Hernan Cortés - noto come
Hernando o Fernando, o Fernand come lui si firmava - nato a Medellin in
Estremadura l'anno 1485, nel 1511 lo troviamo a Cuba segretario del Governatore
don Diego Velasquez, che per disfarsene lo inviò ad esplorare la penisola dello
Yucatan, dove Hernan Cortés approdò Il 21 aprile del 1519. Lo Yucatan era la
terra dei Maya, l'avevano occupata nel V secolo d.C. I Maya, erano diventati
potenti per essersi diffusi nell'America centrale, per poi espandersi ancora nel
Guatemala e nell'estremo sud del Mexico. Essi entrarono in fecondo contatto
intorno al 900 a.C con popolazioni come gli Olmechi, i Totonachi, i Toltechi, i
Zapotechi, e realizzarono costruzioni di grandi centri urbani con livelli
architettonici sorprendenti. In seguito i Maya registrarono divisioni, lotte tra
città e città, giungendo ad un inesorabile declino.

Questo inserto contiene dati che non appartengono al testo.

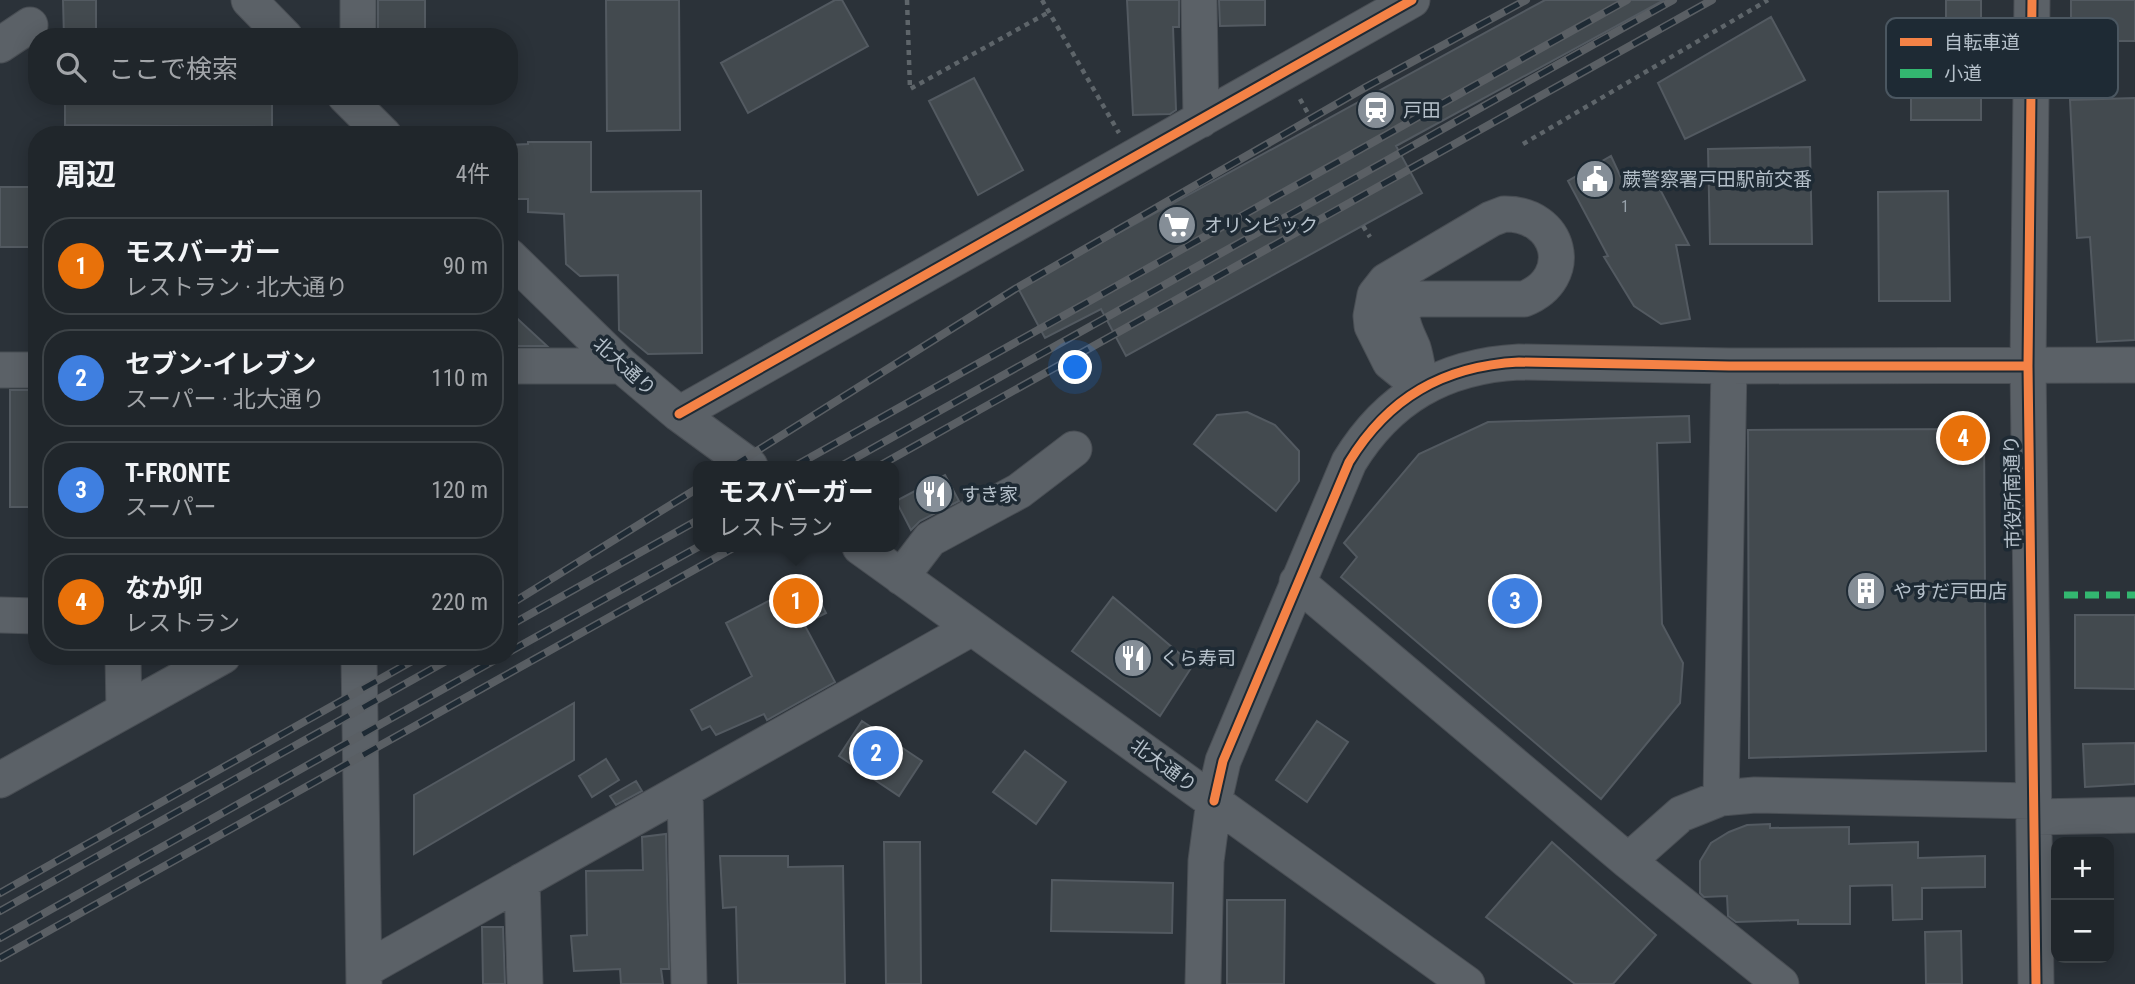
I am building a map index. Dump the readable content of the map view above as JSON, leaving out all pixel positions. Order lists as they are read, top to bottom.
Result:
{
  "streets": {
    "street": ["北大通り", "市役所南通り"]
  },
  "places": {
    "station": ["戸田"],
    "public building": ["蕨警察署戸田駅前交番"],
    "supermarket": ["オリンピック"],
    "restaurant": ["すき家", "くら寿司"],
    "building": ["やすだ戸田店"]
  },
  "house_numbers": ["1"],
  "legend": ["自転車道", "小道"],
  "page": {
    "search": "ここで検索",
    "heading": ["周辺", "4件"],
    "list": [
      {
        "mark": "1",
        "name": "モスバーガー",
        "note": "レストラン · 北大通り",
        "value": "90 m"
      },
      {
        "mark": "2",
        "name": "セブン-イレブン",
        "note": "スーパー · 北大通り",
        "value": "110 m"
      },
      {
        "mark": "3",
        "name": "T-FRONTE",
        "note": "スーパー",
        "value": "120 m"
      },
      {
        "mark": "4",
        "name": "なか卯",
        "note": "レストラン",
        "value": "220 m"
      }
    ],
    "pins": [
      "4",
      "1",
      "3",
      "2"
    ],
    "popup": ["モスバーガー", "レストラン"],
    "map_buttons": ["+", "−"]
  }
}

Quando gli Spagnoli
arrivarono nello Yucatan i Maya erano ormai ridotti al nulla.
Certamente con
i conquistadores del nuovo mondo, mossi dalla sete dell'oro e della
gloria, era ben poco possibile il concetto che prima dell'occupazione armata
dovesse esserci l'evangelizzazione, o meglio, che nessuna azione militare
dovesse compromettere una corretta evangelizzazione. Che fosse poco possibile lo
sperimentò ben presto, con Hernan Cortés, il più rappresentativo dei
conquistadores, padre Bartolomeo de Olmedo (1485-1524), un religioso
dell'Ordine della Mercede posto accanto a lui come
consigliere e confessore, quando suggerì di non procedere
subito all'abbattimento degli idoli della tribù dei Totonachi. (I Totonachi
erano una popolazione india stanziatasi sulla costa a nord di Veracruz - città
che verrà fondata da Cortés - sul golfo del Messico. Vennero sottomessi agli
Aztechi nel 1200 d. C. Furono il primo popolo che Cortés incontrò). Niente da
fare, Hernan Cortés decise di procedere subito, ottenendo un effetto trauma nei
Totonachi, rappresentato dal fatto che sugli Spagnoli
gli dei abbattuti nei loro idoli non si vendicarono. I Totonachi interpretarono
la cosa non come una debolezza dei loro dei ma come l'attestazione di una
speciale natura semidivina degli uomini di Cortés. Nacque così il mito della
loro natura di semidei, che Cortés non cercò
affatto di distruggere, come fece ad esempio san Paolo a Listra (At 14,15), e
impressionò Motecuhzoma Xocoyotzin (Signore adirato
giovane:
tecuhtli “signore”, zomalli “adirato”, xocoyotl “giovane o
ultimo figlio”) l'imperatore azteco - chiamato dagli Spagnoli Montezuma -
spingendolo a non attaccare Cortés, ma a mandargli doni pur affermando
che non avanzasse in territorio Azteco, che a metà
del XV secolo si estendeva in tutto il Centro America, dal Pacifico
all’Atlantico. Ma Cortés non ci pensò neppure un attimo a fermarsi. Buttandosi
dietro le spalle anche gli ordini di don Diego Velasquez, e fatte bruciare ad
arte le navi affinché i suoi soldati non avessero l'idea di tornare indietro,
cominciò ad inoltrarsi verso l'interno tra continue difficoltà date dalla
geografia e da tutti i problemi logistici. Poi si arrivò ai primi scontri con
gli Aztechi, mentre le popolazioni locali simpatizzavano per gli Spagnoli
vedendoli loro liberatori dal ferreo dominio degli Aztechi, che mietevano da
loro, con guerre apposite, xochi yayotl
(letteralmente: “guerre fiorite”), migliaia e migliaia di
prigionieri da sacrificare ai loro dei.
A Fernand
Cortés e agli ufficiali della truppa, all'indomani della vittoriosa battaglia di
Ceutla sugli Aztechi, vennero donate dagli stessi una ventina di ragazze con
l'intento di mettere i capi in contrasto tra di loro per il possesso delle
donne. Una di queste, l'indiana Melitzin, era destinata a Cortés. La fanciulla
era estremamente intelligente e piena di coraggio, e passò dalla parte spagnola.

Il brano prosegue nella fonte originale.